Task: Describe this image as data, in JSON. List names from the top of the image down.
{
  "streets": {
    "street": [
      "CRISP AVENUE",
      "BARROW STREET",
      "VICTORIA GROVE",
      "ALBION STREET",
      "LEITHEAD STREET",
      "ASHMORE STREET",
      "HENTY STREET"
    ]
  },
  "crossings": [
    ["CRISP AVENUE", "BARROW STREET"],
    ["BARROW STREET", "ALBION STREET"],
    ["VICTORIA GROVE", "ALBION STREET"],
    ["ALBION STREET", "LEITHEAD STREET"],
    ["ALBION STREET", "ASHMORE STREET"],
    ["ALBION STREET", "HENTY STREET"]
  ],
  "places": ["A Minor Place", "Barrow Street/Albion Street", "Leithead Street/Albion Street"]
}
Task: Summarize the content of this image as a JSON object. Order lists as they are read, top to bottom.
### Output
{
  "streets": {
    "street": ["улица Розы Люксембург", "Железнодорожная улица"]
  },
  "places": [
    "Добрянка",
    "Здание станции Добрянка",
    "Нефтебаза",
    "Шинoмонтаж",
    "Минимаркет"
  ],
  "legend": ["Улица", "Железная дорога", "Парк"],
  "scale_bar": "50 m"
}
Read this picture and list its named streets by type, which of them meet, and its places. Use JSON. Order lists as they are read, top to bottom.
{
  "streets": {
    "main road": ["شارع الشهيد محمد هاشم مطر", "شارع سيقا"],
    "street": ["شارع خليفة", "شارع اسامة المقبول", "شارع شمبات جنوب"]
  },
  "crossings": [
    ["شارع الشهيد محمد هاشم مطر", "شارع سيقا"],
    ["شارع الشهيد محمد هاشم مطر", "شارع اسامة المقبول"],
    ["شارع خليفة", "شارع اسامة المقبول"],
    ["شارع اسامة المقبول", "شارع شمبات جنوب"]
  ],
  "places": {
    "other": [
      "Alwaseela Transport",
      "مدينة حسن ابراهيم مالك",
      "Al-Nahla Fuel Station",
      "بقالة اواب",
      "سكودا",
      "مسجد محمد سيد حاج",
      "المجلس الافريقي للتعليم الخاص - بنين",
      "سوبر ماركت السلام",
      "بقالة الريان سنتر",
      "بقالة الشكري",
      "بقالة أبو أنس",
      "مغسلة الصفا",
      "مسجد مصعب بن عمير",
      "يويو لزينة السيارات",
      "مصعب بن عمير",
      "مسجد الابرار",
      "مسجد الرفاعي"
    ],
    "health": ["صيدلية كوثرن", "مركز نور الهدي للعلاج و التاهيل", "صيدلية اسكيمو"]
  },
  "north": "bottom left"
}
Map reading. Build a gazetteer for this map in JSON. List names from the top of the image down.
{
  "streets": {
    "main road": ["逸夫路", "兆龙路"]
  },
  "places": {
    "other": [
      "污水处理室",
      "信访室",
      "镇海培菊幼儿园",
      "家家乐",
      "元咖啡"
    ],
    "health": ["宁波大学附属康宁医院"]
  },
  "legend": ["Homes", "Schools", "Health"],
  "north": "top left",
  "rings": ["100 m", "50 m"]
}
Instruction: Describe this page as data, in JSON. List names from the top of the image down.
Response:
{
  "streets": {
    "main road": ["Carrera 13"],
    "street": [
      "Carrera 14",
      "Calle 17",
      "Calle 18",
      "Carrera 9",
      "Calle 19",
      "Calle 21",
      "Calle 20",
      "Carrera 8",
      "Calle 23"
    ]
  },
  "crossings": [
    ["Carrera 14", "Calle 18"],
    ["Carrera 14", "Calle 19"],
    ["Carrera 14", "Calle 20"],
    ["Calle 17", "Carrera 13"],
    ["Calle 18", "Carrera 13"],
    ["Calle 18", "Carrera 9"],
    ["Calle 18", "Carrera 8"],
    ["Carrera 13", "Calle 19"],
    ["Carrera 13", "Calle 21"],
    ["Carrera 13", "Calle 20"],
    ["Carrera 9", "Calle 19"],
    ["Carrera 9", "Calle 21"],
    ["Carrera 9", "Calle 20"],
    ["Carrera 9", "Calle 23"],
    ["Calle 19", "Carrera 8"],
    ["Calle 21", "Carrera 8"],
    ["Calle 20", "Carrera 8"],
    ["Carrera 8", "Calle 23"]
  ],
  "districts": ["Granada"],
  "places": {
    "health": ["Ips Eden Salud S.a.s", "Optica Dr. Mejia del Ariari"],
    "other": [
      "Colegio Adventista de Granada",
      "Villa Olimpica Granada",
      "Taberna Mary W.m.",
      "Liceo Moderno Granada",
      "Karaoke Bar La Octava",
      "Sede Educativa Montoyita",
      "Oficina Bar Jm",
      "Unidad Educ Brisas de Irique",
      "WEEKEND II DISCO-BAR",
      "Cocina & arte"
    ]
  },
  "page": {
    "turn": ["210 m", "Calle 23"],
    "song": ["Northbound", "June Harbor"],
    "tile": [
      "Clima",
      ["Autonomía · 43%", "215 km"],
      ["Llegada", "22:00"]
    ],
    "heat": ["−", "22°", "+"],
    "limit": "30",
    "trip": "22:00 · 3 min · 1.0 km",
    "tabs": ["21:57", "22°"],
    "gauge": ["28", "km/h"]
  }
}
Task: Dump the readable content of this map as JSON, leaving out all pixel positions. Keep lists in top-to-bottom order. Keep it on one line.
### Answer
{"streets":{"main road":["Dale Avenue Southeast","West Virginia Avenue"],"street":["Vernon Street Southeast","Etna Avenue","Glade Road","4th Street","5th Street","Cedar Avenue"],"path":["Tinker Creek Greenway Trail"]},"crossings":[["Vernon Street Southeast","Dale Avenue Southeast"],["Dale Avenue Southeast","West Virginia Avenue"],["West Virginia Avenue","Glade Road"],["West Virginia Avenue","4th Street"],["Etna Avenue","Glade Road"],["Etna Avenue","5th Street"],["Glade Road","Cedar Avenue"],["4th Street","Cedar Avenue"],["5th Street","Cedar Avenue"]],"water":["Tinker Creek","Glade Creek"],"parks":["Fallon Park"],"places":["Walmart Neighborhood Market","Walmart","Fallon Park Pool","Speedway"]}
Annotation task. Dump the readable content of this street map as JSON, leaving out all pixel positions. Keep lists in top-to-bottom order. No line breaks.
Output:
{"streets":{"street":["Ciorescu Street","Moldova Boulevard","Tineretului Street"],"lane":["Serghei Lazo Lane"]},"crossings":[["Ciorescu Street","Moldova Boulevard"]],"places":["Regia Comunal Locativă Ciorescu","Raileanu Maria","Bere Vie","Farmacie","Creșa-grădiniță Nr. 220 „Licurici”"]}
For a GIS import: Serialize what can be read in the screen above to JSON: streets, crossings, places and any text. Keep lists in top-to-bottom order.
━━━━━━━━
## PROMPT
Please give back only the lines starting with the one that contains "Annotation task. Dump" and ending with the last line of the listing, retyped exactly.

## FINAL ANSWER
Annotation task. Dump the readable content of this street map as JSON, leaving out all pixel positions. Keep lists in top-to-bottom order. No line breaks.
Output:
{"streets":{"street":["Ciorescu Street","Moldova Boulevard","Tineretului Street"],"lane":["Serghei Lazo Lane"]},"crossings":[["Ciorescu Street","Moldova Boulevard"]],"places":["Regia Comunal Locativă Ciorescu","Raileanu Maria","Bere Vie","Farmacie","Creșa-grădiniță Nr. 220 „Licurici”"]}
For a GIS import: Serialize what can be read in the screen above to JSON: streets, crossings, places and any text. Keep lists in top-to-bottom order.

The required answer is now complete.